5. О болезни Ганс говорит больше исторически: «Тогда, когда у меня была „глупость“».
6. Нерастворенный остаток заключается в том, что Ганс ломает себе голову над вопросом: какое отношение имеет к ребенку отец, если над свет его производит мать? Это можно заключить из вопросов, таких как: «Правда, что я принадлежу и тебе?» (Он имеет в виду, что не только матери.) То, почему он мне принадлежит, ему не ясно. И наоборот, у меня нет прямого доказательства того, что он, как Вы полагаете, подглядел коитус родителей.
7. Наверное, при изложении следовало бы обратить больше внимания на интенсивность тревоги, иначе кто-нибудь скажет: «Если бы его как следует отшлепали, он бы давно уже ходил гулять».
В заключение добавлю: с последней фантазией Ганса была также преодолена тревога, происходящая от комплекса кастрации, ожидание неприятного обратилось в надежду на лучшее. Да, приходит врач, водопроводчик и т. п., отнимает пенис, но только для того, чтобы дать взамен больший. Впрочем, пусть наш маленький исследователь заблаговременно обретает опыт, что всякое знание фрагментарно и что на каждой ступени всегда сохраняется нерастворенный остаток.
III
Эпикриз
Теперь это наблюдение над развитием и разрешением фобии у пятилетнего мальчика я должен буду проверить в трех направлениях: во-первых, насколько оно подкрепляет утверждение, высказанное мной в «Трех очерках по теории сексуальности»; во-вторых, что оно может дать для понимания этой столь часто встречающейся формы болезни; в-третьих, что можно из него извлечь для объяснения душевной жизни ребенка и для критики наших воспитательных целей.

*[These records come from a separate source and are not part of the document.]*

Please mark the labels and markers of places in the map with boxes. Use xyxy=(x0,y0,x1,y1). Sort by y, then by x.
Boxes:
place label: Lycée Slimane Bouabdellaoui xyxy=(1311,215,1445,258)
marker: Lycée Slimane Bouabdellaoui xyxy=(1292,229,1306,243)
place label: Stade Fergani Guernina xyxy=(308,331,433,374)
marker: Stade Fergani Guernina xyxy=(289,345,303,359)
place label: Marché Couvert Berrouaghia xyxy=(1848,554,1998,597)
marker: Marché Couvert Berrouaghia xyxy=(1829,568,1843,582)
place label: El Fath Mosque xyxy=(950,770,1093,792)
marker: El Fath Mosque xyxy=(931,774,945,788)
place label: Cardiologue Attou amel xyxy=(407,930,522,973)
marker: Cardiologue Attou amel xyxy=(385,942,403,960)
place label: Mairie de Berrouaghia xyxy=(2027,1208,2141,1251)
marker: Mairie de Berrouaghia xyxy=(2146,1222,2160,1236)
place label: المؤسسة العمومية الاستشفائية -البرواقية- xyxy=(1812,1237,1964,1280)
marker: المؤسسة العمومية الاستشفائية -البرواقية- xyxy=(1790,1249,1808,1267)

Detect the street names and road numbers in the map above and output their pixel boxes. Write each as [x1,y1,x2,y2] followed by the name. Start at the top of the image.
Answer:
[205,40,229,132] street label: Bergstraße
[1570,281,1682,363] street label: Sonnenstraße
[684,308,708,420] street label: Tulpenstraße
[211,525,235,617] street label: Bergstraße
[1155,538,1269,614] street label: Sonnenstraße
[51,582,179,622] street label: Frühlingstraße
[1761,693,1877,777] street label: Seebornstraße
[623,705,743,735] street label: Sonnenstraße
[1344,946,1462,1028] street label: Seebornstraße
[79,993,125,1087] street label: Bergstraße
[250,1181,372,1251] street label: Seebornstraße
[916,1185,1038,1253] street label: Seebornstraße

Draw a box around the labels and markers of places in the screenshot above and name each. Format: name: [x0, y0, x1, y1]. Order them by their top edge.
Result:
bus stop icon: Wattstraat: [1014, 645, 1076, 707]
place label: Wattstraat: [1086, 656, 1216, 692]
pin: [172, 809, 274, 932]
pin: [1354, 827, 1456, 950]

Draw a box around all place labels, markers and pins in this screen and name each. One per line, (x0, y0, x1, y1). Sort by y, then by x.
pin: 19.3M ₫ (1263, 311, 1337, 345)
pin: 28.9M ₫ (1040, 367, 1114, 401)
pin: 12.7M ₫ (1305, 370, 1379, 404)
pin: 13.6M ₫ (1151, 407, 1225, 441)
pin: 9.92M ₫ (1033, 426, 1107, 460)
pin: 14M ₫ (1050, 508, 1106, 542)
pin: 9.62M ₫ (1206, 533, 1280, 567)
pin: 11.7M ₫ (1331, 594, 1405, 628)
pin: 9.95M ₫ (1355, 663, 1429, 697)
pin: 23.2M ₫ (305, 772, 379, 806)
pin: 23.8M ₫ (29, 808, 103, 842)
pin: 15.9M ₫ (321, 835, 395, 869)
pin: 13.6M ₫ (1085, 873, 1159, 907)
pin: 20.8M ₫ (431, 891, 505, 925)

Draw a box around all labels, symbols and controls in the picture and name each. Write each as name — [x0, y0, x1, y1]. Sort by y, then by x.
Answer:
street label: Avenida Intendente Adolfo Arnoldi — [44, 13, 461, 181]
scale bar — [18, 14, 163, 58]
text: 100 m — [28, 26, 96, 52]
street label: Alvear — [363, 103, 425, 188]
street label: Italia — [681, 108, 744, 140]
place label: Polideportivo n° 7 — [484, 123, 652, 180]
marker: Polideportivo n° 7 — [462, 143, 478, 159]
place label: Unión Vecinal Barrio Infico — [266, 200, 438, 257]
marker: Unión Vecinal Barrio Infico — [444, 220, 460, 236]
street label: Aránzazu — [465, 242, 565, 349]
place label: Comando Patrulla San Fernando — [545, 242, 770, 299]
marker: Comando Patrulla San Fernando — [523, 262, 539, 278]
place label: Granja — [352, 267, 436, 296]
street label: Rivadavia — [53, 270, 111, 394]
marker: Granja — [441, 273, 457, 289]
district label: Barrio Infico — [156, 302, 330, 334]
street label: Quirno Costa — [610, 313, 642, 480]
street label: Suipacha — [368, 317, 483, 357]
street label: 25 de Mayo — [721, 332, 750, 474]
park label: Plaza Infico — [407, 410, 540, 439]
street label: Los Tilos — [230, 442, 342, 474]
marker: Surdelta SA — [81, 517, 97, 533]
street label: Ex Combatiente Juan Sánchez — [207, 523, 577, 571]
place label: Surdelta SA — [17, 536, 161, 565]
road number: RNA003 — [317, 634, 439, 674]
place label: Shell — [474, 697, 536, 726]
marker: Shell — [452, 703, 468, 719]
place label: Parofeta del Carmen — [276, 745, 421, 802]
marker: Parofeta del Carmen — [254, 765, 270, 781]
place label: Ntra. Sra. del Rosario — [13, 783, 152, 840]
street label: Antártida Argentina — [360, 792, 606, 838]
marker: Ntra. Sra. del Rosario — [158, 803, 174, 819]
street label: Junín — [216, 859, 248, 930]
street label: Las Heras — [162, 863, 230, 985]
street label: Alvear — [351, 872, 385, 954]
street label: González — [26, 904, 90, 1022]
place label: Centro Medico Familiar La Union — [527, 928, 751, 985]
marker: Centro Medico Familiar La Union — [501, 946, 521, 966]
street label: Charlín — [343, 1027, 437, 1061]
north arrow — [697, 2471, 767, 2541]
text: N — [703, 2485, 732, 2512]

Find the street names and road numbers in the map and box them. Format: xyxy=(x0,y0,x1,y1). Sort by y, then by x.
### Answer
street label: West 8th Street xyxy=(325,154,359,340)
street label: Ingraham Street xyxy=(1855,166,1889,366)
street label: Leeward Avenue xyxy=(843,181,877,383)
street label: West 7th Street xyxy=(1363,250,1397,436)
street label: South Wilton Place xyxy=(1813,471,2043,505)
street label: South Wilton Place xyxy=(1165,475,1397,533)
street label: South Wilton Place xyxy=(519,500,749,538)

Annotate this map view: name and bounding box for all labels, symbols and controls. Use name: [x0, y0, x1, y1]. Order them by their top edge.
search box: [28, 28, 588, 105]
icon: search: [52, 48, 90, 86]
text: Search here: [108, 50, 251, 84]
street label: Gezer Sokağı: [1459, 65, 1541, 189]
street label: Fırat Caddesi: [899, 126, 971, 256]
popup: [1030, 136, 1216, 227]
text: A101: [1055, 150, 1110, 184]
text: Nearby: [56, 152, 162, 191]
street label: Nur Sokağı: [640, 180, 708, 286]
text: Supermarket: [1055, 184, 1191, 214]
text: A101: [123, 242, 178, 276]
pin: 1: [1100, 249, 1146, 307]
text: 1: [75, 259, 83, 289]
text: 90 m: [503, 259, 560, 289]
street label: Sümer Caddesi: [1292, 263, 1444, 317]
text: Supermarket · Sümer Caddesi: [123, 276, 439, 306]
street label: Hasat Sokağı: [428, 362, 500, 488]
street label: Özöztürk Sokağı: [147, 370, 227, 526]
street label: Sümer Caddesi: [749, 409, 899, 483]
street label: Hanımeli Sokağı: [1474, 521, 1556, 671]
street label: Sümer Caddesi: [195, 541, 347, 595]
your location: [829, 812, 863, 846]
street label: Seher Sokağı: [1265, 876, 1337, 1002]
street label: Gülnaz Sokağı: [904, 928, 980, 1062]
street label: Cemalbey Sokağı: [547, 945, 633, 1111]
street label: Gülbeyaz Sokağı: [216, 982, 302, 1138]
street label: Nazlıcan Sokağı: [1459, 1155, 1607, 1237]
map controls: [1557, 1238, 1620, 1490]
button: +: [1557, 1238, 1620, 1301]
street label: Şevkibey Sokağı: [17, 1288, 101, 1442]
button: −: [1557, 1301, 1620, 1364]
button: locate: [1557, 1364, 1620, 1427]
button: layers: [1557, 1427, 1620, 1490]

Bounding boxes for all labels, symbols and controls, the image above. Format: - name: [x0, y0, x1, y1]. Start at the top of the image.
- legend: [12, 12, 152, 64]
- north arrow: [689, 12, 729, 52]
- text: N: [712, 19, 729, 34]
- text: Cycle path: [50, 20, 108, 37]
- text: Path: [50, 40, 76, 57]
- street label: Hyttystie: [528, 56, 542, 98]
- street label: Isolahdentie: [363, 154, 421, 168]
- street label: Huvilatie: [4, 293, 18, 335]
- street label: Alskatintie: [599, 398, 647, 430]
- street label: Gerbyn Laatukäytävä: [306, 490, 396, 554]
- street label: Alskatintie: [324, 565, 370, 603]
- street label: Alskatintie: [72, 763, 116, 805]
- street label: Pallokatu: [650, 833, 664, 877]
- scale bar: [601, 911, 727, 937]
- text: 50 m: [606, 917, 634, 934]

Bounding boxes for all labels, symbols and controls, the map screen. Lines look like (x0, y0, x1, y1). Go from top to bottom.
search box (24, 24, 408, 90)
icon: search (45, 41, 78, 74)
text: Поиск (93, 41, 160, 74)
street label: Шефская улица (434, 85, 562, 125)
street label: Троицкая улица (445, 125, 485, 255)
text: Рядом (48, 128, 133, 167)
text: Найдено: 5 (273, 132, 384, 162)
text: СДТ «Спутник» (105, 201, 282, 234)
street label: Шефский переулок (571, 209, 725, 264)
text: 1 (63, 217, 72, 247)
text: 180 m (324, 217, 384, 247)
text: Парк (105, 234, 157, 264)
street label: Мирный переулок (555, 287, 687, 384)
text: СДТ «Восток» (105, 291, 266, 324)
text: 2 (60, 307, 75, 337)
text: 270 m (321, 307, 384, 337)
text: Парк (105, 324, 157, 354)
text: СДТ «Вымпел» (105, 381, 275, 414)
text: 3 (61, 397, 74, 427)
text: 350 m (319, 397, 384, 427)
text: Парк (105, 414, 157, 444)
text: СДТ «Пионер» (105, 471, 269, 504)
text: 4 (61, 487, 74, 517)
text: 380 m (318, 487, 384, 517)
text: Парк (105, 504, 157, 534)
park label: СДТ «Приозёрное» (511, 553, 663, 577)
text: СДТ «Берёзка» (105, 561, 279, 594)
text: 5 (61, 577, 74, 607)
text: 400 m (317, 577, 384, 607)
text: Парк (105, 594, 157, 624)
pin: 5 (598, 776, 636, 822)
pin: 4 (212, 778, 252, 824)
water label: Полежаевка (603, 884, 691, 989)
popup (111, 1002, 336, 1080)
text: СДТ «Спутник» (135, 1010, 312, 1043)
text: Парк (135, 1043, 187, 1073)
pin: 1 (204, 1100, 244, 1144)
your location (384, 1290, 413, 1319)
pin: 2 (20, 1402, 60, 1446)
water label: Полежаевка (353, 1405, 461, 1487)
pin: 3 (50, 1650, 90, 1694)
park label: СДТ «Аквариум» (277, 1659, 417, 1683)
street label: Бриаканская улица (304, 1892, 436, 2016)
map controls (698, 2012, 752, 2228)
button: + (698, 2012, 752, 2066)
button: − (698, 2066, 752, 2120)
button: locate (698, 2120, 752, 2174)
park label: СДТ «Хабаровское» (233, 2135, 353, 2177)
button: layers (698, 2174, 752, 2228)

1Мое впечатление сводится к тому, что картина детской сексуальной жизни, какой она выявляется из наблюдения над маленьким Гансом, весьма хорошо согласуется с описанием, которое я дал в моей «Теории сексуальности», основываясь на психоаналитических исследованиях взрослых людей. Но прежде чем приступить к прослеживанию деталей этого согласования, я должен покончить с двумя возражениями, которые выдвигаются против использования этого анализа. Первое гласит: маленький Ганс – это не нормальный ребенок, а как видно из следствия, то есть заболевания, он предрасположен к неврозу, маленький «дегенерат», и поэтому недопустимо переносить выводы, которые, возможно, действительны для него, на других, нормальных детей. Это возражение, поскольку оно не полностью упраздняет, а лишь ограничивает ценность наблюдения, я приму во внимание позже. Второе, более жесткое возражение будет гласить, что анализ ребенка его отцом, который приступает к работе, будучи заинтересованным в моих теоретических представлениях, исполненным моих предрассудков, вообще лишен объективной ценности. Само собой разумеется, ребенок в большой степени внушаем, быть может, особенно по отношению к отцу, как ни к одному другому человеку; ради отца он позволит навязать себе все что угодно в благодарность за то, что тот так много с ним занимается. Его высказывания не будут иметь доказательной силы, а то, что он производит в мыслях, фантазиях и сновидениях, разумеется, следовало в направлении, которое ему всеми средствами навязывали. Короче, все это снова «внушение», и разоблачить его у ребенка очень просто в сравнении со взрослым.
Странное дело; я могу вспомнить, как 22 года назад, когда я начал вмешиваться в спор научных мнений, с какой насмешкой было воспринято тогда старшим поколением неврологов и психиатров выдвижение тезиса о суггестии и ее воздействиях. С тех пор ситуация основательно изменилась; неудовольствие перешло в чересчур любезную услужливость, и случилось это не только благодаря влиянию, которое на протяжении этих десятилетий оказывали работы Льебо, Бернгейма и их учеников, но также и потому, что тем временем было совершено открытие, способное связать экономию мыслительной деятельности с применением модного термина «суггестия». Ведь никто не знает и никто не пытается узнать, что такое внушение, на чем оно основывается и когда оно возникает; достаточно того, что все неудобное в психической жизни можно называть «суггестия».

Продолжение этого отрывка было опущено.